While this technology was cool as an engineering demo, the rest of the tech out there wasn't up to spec. It was huge and expensive, it never would have been practical to sell, regardless of marketing. Yes, as time went on the tech developed and got cheaper... And as it did we did indeed get digital cameras.
Also you have to look at supporting tech. Viewing a photo on a computer monitor, or maybe HDTV, works fine because they are quite high resolution. Viewing a photo on an NTSC TV, especially a 70s NTSC TV would have sucked. Photo paper was just too far superior. Without ubiquitous high rez displays, an all-digital imaging format is something hard to sell.
While sometimes all the stuff we need is already there for years and it takes a person to realize the potential and put it in to a package people will buy, other times developments happen before supporting tech is ready for it. You can see this countless times when something would be tried, with the best tech of the day, and just not really be a marketable device, despite how neat it is. Years later it is done again and sells well, because required technologies have advanced to the point you can do it now.
Slashdot needs some perspective, more importantly needs people that remember 1975, this was 3 to 4 years before the first true home VCR's hit the market, and about 5 years before the first home color video cameras for those VCR's each with a price tag starting at over $1,000 and weighed in together at a weight that would earn an overweight penalty for modern airline luggage weight limits. Kodak cameras in this time period were being driven by a need to compete for what the masses wanted, namely small and instant, with little regard to quality, the 110 instamatic with its easy to load cartridge film was quickly becoming a household norm, and this was only a year before Kodak introduced its own doomed line of instant cameras (recalled after Kodak lost its lawsuit with Polaroid a few years later).
When I was an intern working at Eastman Kodak a VP told us that at around 1980, Kodak had a billion dollars to invest in research and the choice was between digital imaging and instant photography. They chose instant photography.
By 1990 Kodak spent another billion dollars just on lawyers fighting Polaroid over patents.

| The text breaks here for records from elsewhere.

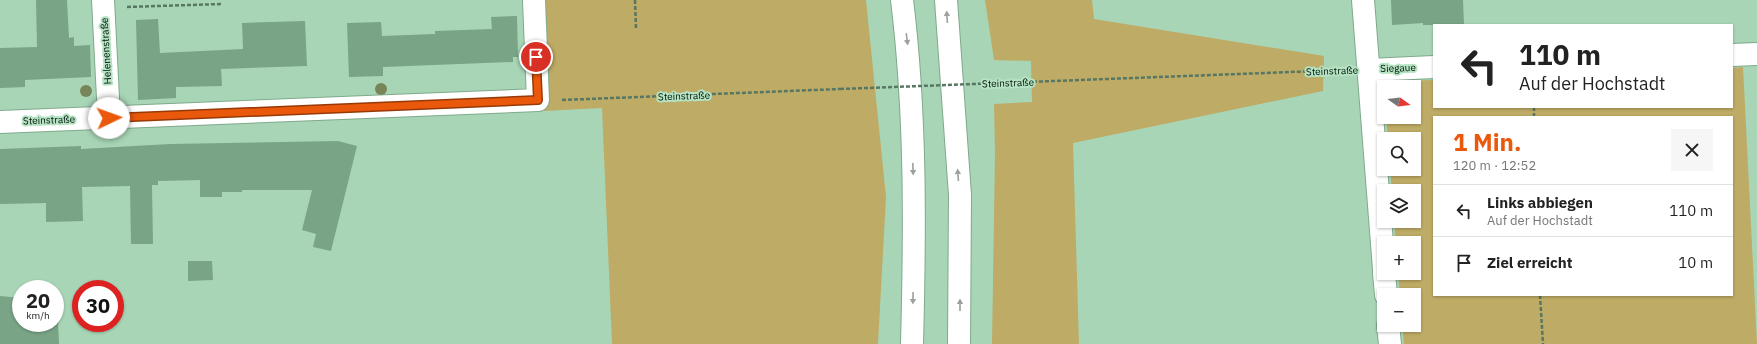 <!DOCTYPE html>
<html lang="de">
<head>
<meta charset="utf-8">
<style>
	body { margin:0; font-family:"IBM Plex Sans",sans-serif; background:#f6f6f6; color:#222; height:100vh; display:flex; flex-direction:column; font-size:15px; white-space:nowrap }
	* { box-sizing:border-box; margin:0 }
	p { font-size:13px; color:#767676 }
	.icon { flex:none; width:22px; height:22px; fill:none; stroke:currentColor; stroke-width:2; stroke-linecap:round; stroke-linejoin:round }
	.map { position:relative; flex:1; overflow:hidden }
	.panel { position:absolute; left:1433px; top:116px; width:300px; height:180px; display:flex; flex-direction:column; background:#fff; border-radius:0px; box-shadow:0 1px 3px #0004 }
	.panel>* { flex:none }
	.guide { position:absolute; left:1433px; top:24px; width:300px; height:84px; border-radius:0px; box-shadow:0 1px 3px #0004; background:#fff; color:#222; overflow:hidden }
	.needle { width:26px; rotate:104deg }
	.tools { position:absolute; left:1377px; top:80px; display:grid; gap:8px }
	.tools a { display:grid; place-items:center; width:44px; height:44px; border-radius:0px; background:#fff; box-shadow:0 1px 3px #0004; font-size:20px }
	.speed { position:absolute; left:12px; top:280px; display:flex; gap:8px; font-size:20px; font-weight:700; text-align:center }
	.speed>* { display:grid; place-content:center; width:52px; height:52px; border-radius:50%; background:#fff; box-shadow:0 1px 3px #0004; line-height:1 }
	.speed small { font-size:10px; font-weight:400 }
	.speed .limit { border:6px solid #d22; background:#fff; color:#111 }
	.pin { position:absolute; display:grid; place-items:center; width:34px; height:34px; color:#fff; margin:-17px; border:2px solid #fff; border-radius:50%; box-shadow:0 1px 4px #0007 }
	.me { position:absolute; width:44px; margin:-22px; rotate:87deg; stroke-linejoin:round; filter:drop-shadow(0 0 3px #0008) }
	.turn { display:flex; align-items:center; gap:14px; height:84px; padding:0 20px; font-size:18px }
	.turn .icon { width:52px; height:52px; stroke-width:2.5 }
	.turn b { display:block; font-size:28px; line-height:34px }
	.round { display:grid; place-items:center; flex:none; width:42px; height:42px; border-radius:0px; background:#f6f6f6 }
	.overview { display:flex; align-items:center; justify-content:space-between; height:68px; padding:0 20px }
	h1 { font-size:24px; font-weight:700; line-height:30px; color:#ea580c }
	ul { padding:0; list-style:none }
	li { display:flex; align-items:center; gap:12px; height:52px; padding:0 20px; border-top:1px solid #e0e0e0 }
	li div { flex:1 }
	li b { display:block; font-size:15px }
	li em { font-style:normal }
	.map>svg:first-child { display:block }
	.green { fill:#beab65; fill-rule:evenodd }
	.building { fill:#79a486 }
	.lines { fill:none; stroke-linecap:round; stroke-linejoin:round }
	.minor-casing { stroke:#7faa8c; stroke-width:24 }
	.highway-casing { stroke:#7faa8c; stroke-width:24 }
	.path { stroke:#587762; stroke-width:2.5; stroke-dasharray:4 2; stroke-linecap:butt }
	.minor { stroke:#fff; stroke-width:22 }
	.highway { stroke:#fff; stroke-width:22 }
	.path-bridge { stroke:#587762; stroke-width:2.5; stroke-dasharray:4 2; stroke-linecap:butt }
	.tree { fill:#788558 }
	.oneway { fill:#9ba19d }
	.route-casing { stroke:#983908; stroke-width:10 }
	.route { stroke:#ea580c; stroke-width:7 }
	.labels { text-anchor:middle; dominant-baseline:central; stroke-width:4; stroke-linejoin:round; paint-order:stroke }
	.street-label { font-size:10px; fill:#04140a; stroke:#b5e3c3 }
</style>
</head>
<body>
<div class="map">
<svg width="1757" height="344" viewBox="0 0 1757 344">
	<rect width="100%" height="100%" fill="#a8d5b6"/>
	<g class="green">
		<polygon points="542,0 866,0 886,197 878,344 612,344 602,108 544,111"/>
		<polygon points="985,0 1092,0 1094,19 1324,56 1323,91 1073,143 1079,344 992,344 995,153 994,104 1032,102 1031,61 994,60"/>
		<path d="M1743,67L1757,344H1404L1402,325H1414V295H1400L1398,273H1414V243H1396L1394,221H1414V191H1392L1390,169H1414V139H1388L1386,117H1414V87H1397L1401,81L1434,80V107H1732V68ZM1434,117H1732V295H1434Z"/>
	</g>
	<g class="building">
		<polygon points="36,0 67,0 69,38 74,37 74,46 90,45 91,77 25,80 25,87 0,88 0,48 37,47"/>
		<polygon points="1391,0 1463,0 1464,25 1423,25 1423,23 1392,25"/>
		<polygon points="517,16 518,57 513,57 513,62 383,67 383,76 349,77 347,23 381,22 382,36 435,34 435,31 492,29 491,17"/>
		<polygon points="158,19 160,53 243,49 242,23 305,21 307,66 221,69 222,86 176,87 176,98 138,100 136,20"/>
		<polygon points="338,141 357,146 331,251 313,247 316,234 302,230 312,190 242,190 242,192 222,192 222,197 200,197 200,180 158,181 158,185 152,185 153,244 131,244 130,186 82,187 83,221 46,222 46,203 0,204 0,149 81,146 81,149 170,144"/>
		<polygon points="188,261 212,261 213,280 188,281"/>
		<polygon points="0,296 21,298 21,323 55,323 55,300 57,300 59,344 0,344"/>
	</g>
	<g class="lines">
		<defs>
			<g id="minor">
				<polyline points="103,0 109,118"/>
				<polyline points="1363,0 1384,269"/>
				<polyline points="1732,55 1757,54"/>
				<polyline points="1369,70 1434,67"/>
				<polyline points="0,122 538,100 534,0"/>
				<polyline points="1384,273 1386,295"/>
				<polyline points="1388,325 1390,344"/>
			</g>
			<g id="highway">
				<path d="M902,0C916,114 915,229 912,344"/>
				<polyline points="946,0 960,195 959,344"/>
			</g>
		</defs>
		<use href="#minor" class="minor-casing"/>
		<use href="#highway" class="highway-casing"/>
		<g class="path">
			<polyline points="635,0 636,28"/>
			<polyline points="127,7 221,4"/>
			<polyline points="1027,82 1344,70"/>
			<polyline points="562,100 840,89"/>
			<polyline points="1534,107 1534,117"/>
			<polyline points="1540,295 1543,344"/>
		</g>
		<use href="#minor" class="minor"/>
		<use href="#highway" class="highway"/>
		<polyline class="path-bridge" points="840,89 1027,82"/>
	</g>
	<g class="tree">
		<circle cx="381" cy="89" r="6"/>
		<circle cx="86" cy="91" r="6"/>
	</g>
	<defs><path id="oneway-solid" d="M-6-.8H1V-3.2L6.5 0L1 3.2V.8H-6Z"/></defs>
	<g class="oneway">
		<use href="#oneway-solid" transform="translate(947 17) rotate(-94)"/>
		<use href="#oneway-solid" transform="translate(907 39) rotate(83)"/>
		<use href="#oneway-solid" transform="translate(913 169) rotate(88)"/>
		<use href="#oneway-solid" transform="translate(958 175) rotate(-94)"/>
		<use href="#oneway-solid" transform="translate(913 298) rotate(91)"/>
		<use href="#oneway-solid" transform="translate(960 305) rotate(-90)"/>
	</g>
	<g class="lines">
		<defs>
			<polyline id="route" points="109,118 538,100 536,57"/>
		</defs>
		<use href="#route" class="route-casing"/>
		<use href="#route" class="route"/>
	</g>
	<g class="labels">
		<g class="street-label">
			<text transform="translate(106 51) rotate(-93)">Helenenstraße</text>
			<text transform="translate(1398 68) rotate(-2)">Siegaue</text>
			<text transform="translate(1332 71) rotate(-2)">Steinstraße</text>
			<text transform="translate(1008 83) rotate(-2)">Steinstraße</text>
			<text transform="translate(684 96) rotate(-2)">Steinstraße</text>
			<text transform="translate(49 120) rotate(-2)">Steinstraße</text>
		</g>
	</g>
</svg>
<div class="tools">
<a><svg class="needle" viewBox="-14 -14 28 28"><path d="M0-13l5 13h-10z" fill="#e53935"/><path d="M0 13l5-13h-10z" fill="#767676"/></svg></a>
<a><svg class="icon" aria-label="search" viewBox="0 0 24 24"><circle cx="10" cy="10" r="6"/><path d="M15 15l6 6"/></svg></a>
<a><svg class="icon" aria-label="layers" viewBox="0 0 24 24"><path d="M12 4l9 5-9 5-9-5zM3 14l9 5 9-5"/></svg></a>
<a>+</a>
<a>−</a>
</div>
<div class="speed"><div>20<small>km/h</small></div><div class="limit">30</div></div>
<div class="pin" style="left:536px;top:57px;background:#d93025"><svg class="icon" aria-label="arrive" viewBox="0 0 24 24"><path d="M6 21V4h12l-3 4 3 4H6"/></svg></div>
<svg class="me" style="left:109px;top:118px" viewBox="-20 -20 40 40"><circle r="19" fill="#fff"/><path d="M0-13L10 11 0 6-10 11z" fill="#ea580c"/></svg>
<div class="guide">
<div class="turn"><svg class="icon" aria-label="left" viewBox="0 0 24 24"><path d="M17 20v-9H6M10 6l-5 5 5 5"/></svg><div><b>110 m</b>Auf der Hochstadt</div></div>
</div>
<section class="panel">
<div class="overview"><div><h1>1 Min.</h1><p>120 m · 12:52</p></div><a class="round"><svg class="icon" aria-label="close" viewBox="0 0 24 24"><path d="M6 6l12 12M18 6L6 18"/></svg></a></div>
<ul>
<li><svg class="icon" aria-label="left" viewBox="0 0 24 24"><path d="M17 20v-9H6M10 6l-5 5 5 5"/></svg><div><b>Links abbiegen</b><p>Auf der Hochstadt</p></div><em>110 m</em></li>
<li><svg class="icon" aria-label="arrive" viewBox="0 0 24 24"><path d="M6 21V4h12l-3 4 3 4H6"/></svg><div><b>Ziel erreicht</b></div><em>10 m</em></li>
</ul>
</section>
</div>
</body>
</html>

TechDirt's Mike Masnick did a wonderful job explaining why you are wrong: http://www.techdirt.com/blog/entrepreneurs/articles/20100808/00561810539.shtml
They did way too little, way too late. They had a very powerful brand, but they failed to reinvent themselves in the consumers' eyes because they didn't see digital as a big enough threat to their existing business.
Yes. Before I had a CD burner or a DVD player, I did that regularly. My old Kodak 2 megapixel camera could actually do a slideshow.
Do daemons dream of electric sleep()?
A bit closer in time to the Kodak project was an exhibit/activity at the Museum of Science and Industry in Chicago in (I think) 1978. The subject sat in front of a video camera which fed its signal to a computer, which did an analog-to-digital conversion and produced a "portrait by computer": overprinting characters on a dot-matrix printer to produce the right tonal value for each (rather large) pixel. When I sat for it, this was the result. I was really into photography (darkroom in the basement, etc), and this helped spark my interest in computers; I started saving my nickels and bought an Atari 400 a couple years later.
http://alternatives.rzero.com/
Here's a detail of the above-linked image.
http://alternatives.rzero.com/
Perhaps you know, Apple did one of the first digital cameras in days when they were really in bad shape (no SJobs).
http://en.wikipedia.org/wiki/Apple_QuickTake
They got burned too. It was openly joked about. Kodak could have spent billion dollars but they had some amazing revenue to cover it. Apple didn't. It is more like MS, they don't bother whether XBox loses money or Silverlight is considered as a joke, they can always cover it. They (and Google) can always gamble.